[texhax] best way to revise a large existing text
W.J. Metzger
wes at hef.ru.nl
Fri Oct 30 13:16:08 CET 2009
Frederik, Thanks for looking at this. So, it appears that if I would
upgrade to the newest perl, I would get a warning message instead of a
segmentation fault. Unfortunately, that is tricky, since I work on several
computers for which I am not the administrator, and he prefers to wait for
an rpm from Scientific Linux. Anyway, with the addition of the comment I
avoid the problem for now. Please inform me when you have a new version of
latexdiff. And thanks for your interest.
Regards, Wes
On Thu, 29 Oct 2009, Frederik Tilmann wrote:
> Wes
>
> apologies for not having read your previous email carefully enough. My perl
> still does not crash but I get a warning message that gives a clue why you
> get a segfault:
> "Complex regular subexpression recursion limit (32766) exceeded at
> /home/tilmann/bin/latexdiff line 1159."

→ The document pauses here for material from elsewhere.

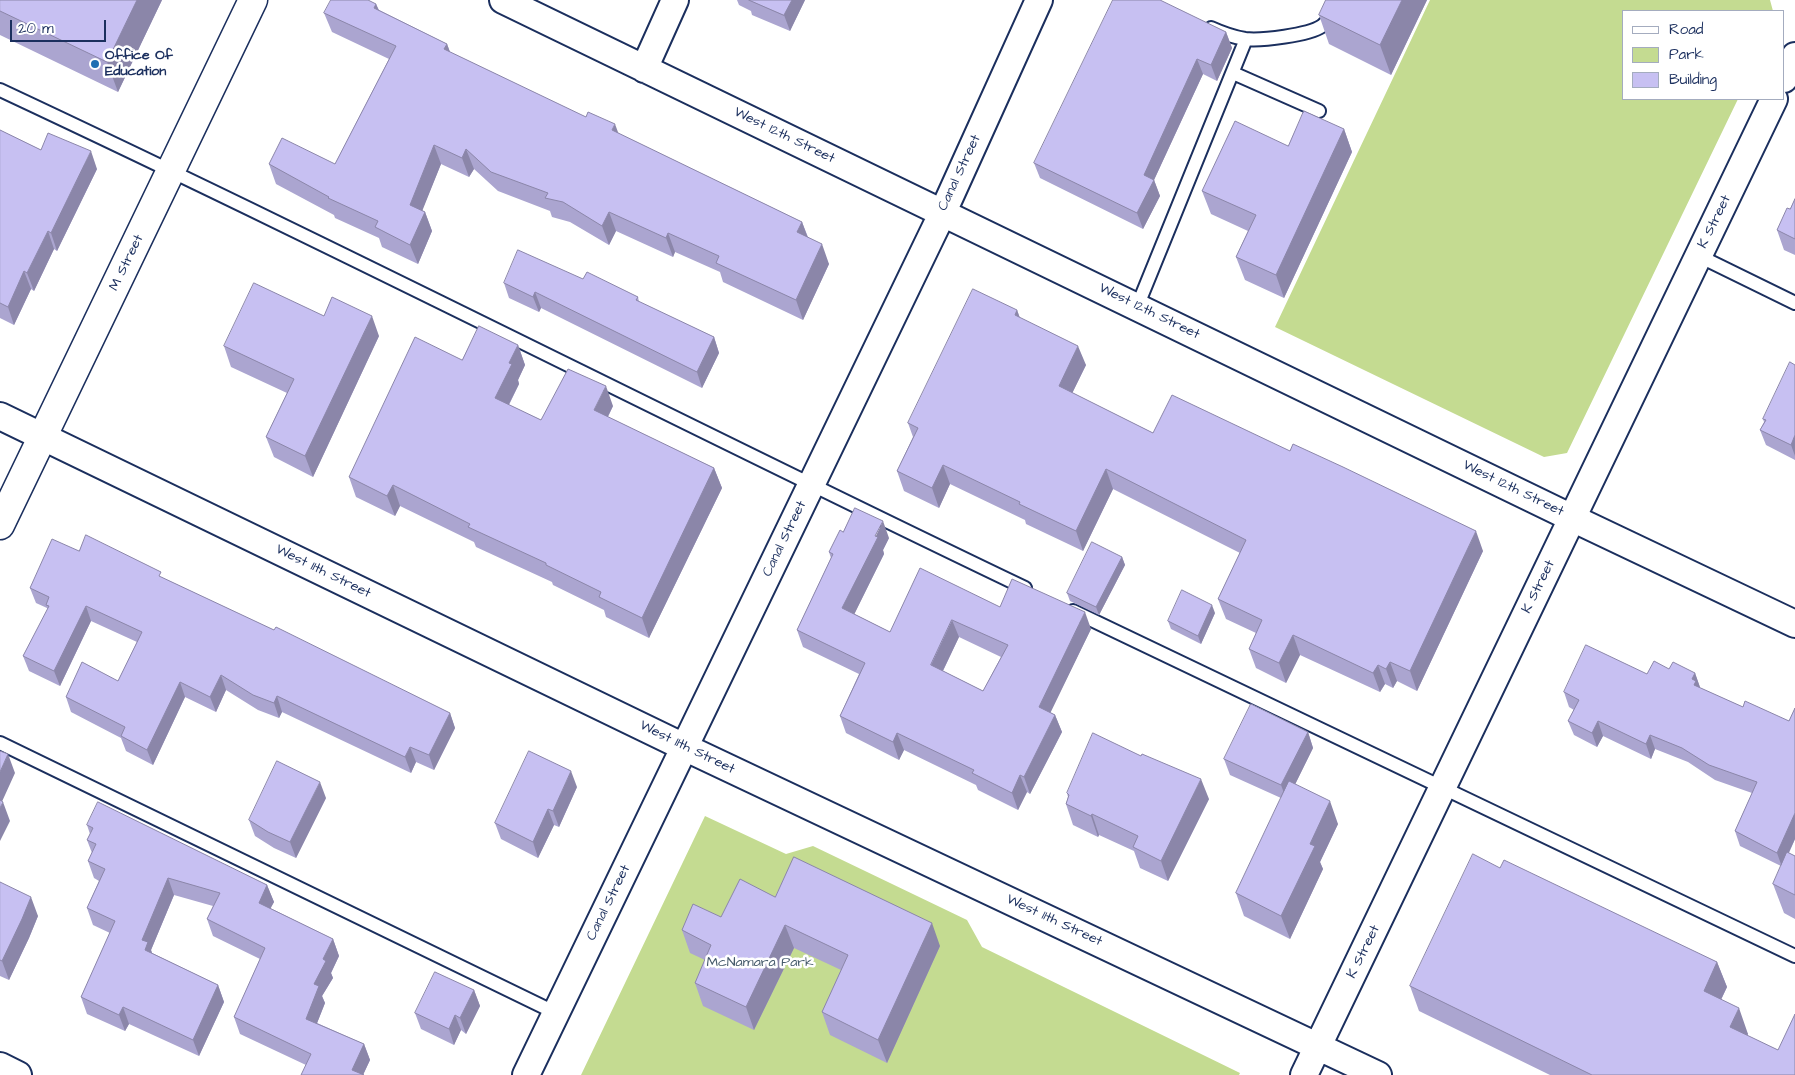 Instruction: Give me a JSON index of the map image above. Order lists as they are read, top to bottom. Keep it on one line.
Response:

> and as you say this occurs during the initial parsing (see below). Even with
> that error I still get a reasonable result out (same as before) but of course
> this could be different once differences are introduces. This bug is not very
> straightforward to fix but I have been thinking for some time about parsing
> the comments in a completely different way which would also solve this
> problem, and your problem is an impetus to do this with high priority. Even
> so unfortunately it will be some time before I get round to this, and in the
> meantime I can only recommend upgrading your perl version which at least
> allows approximate parsing of the troublesome documents.
>
> Regards
> Frederik
>
>
>
>
>> ~/tmp 85> latexdiff -V pap7.tex pap7.tex > pap7-diff.tex
>> This is LATEXDIFF 0.5 (Algorithm::Diff 1.15 so)
>> (c) 2004-2007 F J Tilmann
>> Preamble Internal Type UNDERLINE
>> Preamble Internal Type SAFE
>> Preamble Internal Type FLOATSAFE
>> Differencing preamble.
>> amsmath package detected.
>> Preprocessing body. (0.11 s)
>> Splitting into latex tokens
>> Parsing pap7.tex
>> Complex regular subexpression recursion limit (32766) exceeded at
>> /home/tilmann/bin/latexdiff line 1159.
>>
>> WARNING: Inconsistency in length of input string and parsed string:
>> This often indicates faulty or non-standard latex code.
>> In many cases you can ignore this and the following warning messages.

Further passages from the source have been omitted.